The recommendation came at the CDP’s triennial review on the LDC category in the early hours of Saturday, as the country had met all three criteria in the last three years.
Now the CDP recommendation needs to be approved by the UN Economic and Social Council, and then placed before the UN General Assembly for getting the final nod as a non-LDC country.
As per the system Bangladesh may get the final nod from the UN in 2024, but will get it in 2026 as the government has sought two more years to graduate from the LDC status due to the pandemic.
According to the UN criteria, a country must excel in at least two of the three criteria in two consecutive triennial reviews to be considered for the graduation.

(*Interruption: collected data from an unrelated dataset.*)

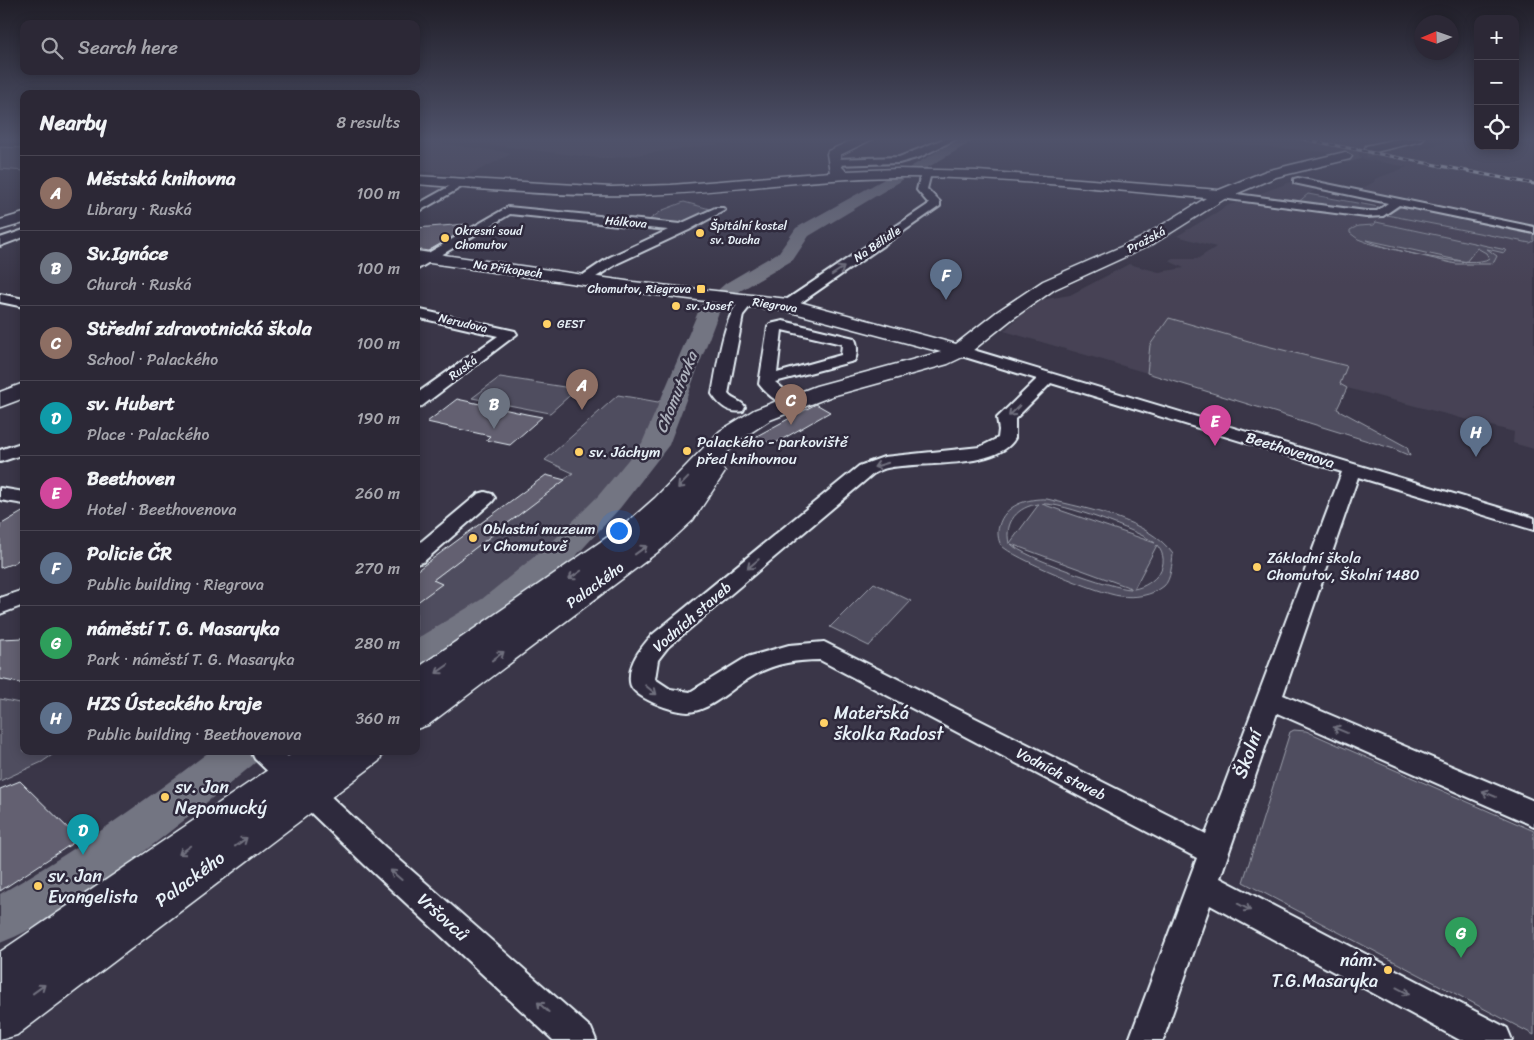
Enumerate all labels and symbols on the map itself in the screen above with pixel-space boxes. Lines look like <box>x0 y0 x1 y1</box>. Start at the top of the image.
north arrow <box>1414 15 1459 60</box>
street label: Hálkova <box>604 209 649 235</box>
place label: Špitální kostel sv. Ducha <box>709 215 788 251</box>
place label: Okresní soud Chomutov <box>455 220 523 256</box>
street label: Na Bělidle <box>849 220 906 268</box>
street label: Pražská <box>1122 220 1170 260</box>
marker: Špitální kostel sv. Ducha <box>694 227 706 239</box>
marker: Okresní soud Chomutov <box>439 232 451 244</box>
street label: Na Příkopech <box>472 253 544 285</box>
pin: F <box>930 259 962 300</box>
one-way arrow <box>831 266 845 276</box>
place label: Chomutov, Riegrova <box>587 278 691 300</box>
marker: Chomutov, Riegrova <box>695 283 707 295</box>
street label: Riegrova <box>751 291 799 319</box>
place label: sv. Josef <box>685 295 734 317</box>
marker: sv. Josef <box>670 300 682 312</box>
street label: Nerudova <box>436 307 490 339</box>
place label: GEST <box>557 313 586 335</box>
marker: GEST <box>541 318 553 330</box>
water label: Chomutovka <box>647 345 707 437</box>
street label: Ruská <box>444 350 482 386</box>
pin: A <box>566 369 598 410</box>
pin: C <box>775 384 807 425</box>
pin: B <box>478 388 510 429</box>
one-way arrow <box>1008 405 1020 417</box>
pin: E <box>1199 405 1231 446</box>
pin: H <box>1460 416 1492 457</box>
street label: Beethovenova <box>1242 424 1338 476</box>
place label: Palackého - parkoviště před knihovnou <box>696 429 849 472</box>
place label: sv. Jáchym <box>588 439 661 465</box>
marker: Palackého - parkoviště před knihovnou <box>681 445 693 457</box>
marker: sv. Jáchym <box>573 446 585 458</box>
one-way arrow <box>873 460 889 470</box>
one-way arrow <box>678 477 690 489</box>
place label: Oblastní muzeum v Chomutově <box>483 516 596 559</box>
your location <box>606 518 632 544</box>
marker: Oblastní muzeum v Chomutově <box>467 532 479 544</box>
one-way arrow <box>634 545 648 556</box>
place label: Základní škola Chomutov, Školní 1480 <box>1267 545 1420 588</box>
street label: Palackého <box>560 554 630 615</box>
one-way arrow <box>747 558 760 569</box>
marker: Základní škola Chomutov, Školní 1480 <box>1251 561 1263 573</box>
one-way arrow <box>568 570 582 580</box>
street label: Vodních staveb <box>647 575 737 659</box>
one-way arrow <box>491 650 504 661</box>
one-way arrow <box>436 663 450 674</box>
one-way arrow <box>644 685 657 696</box>
place label: Mateřská školka Radost <box>833 697 944 750</box>
marker: Mateřská školka Radost <box>818 717 830 729</box>
street label: Školní <box>1224 723 1272 783</box>
one-way arrow <box>1333 724 1348 734</box>
street label: Vodních staveb <box>1012 740 1110 808</box>
place label: sv. Jan Nepomucký <box>174 771 267 824</box>
one-way arrow <box>1482 789 1497 799</box>
marker: sv. Jan Nepomucký <box>159 791 171 803</box>
pin: D <box>67 814 99 855</box>
one-way arrow <box>234 837 248 847</box>
street label: Palackého <box>148 842 232 916</box>
one-way arrow <box>178 845 192 855</box>
place label: sv. Jan Evangelista <box>47 860 138 913</box>
one-way arrow <box>390 869 403 880</box>
marker: sv. Jan Evangelista <box>32 880 44 892</box>
street label: Vršovců <box>409 885 477 950</box>
one-way arrow <box>1237 902 1252 912</box>
pin: G <box>1445 917 1477 958</box>
place label: nám. T.G.Masaryka <box>1272 944 1378 997</box>
marker: nám. T.G.Masaryka <box>1382 964 1394 976</box>
one-way arrow <box>32 984 46 994</box>
one-way arrow <box>1395 987 1410 996</box>
one-way arrow <box>536 1001 549 1013</box>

As per the UN’s graduation threshold, the GNI (Gross National Income) per capita of an aspiring country has to be US$1,222 or above.
Bangladesh’s GNI per capita is now $1,827 – well above the ceiling. The per capita income was $1,324 during the last triennial review in 2018.
In terms of the HAI, a country must have a score of 66 or above. Bangladesh has performed better than it did in 2018, as its score increased to 75.4 from 73.4.
The HAI is an indicator of nutrition, health, adult literacy and secondary school enrolment rate.
In the EVI criterion, a country’s score has to be below 32. Bangladesh’s score is now 27.0 against 27.8 three years ago in 2018.
The EVI is a composition of some indicators, such as – instability of agricultural production and exports of goods and services, population size, and share of agriculture, forestry and fisheries in the gross domestic product (GDP).
On the eve of the recommendation for the country’s LDC graduation, Professor Shamsul Alam, member of the Planning Commission’s General Economics Division (GED), told the FE that the graduation would be a milestone for Bangladesh in the golden jubilee of its independence.
When asked about the challenges, he said, “After the graduation, Bangladesh will lose some trade and concessional loan benefits from the developed and developing nations.
“But, as the country will get eight more years as the transition period, it will be well prepared.”
Prof Alam added, “We need to go for some preferential trade agreements and free trade agreements with several nations to tackle the new challenges (after the graduation).”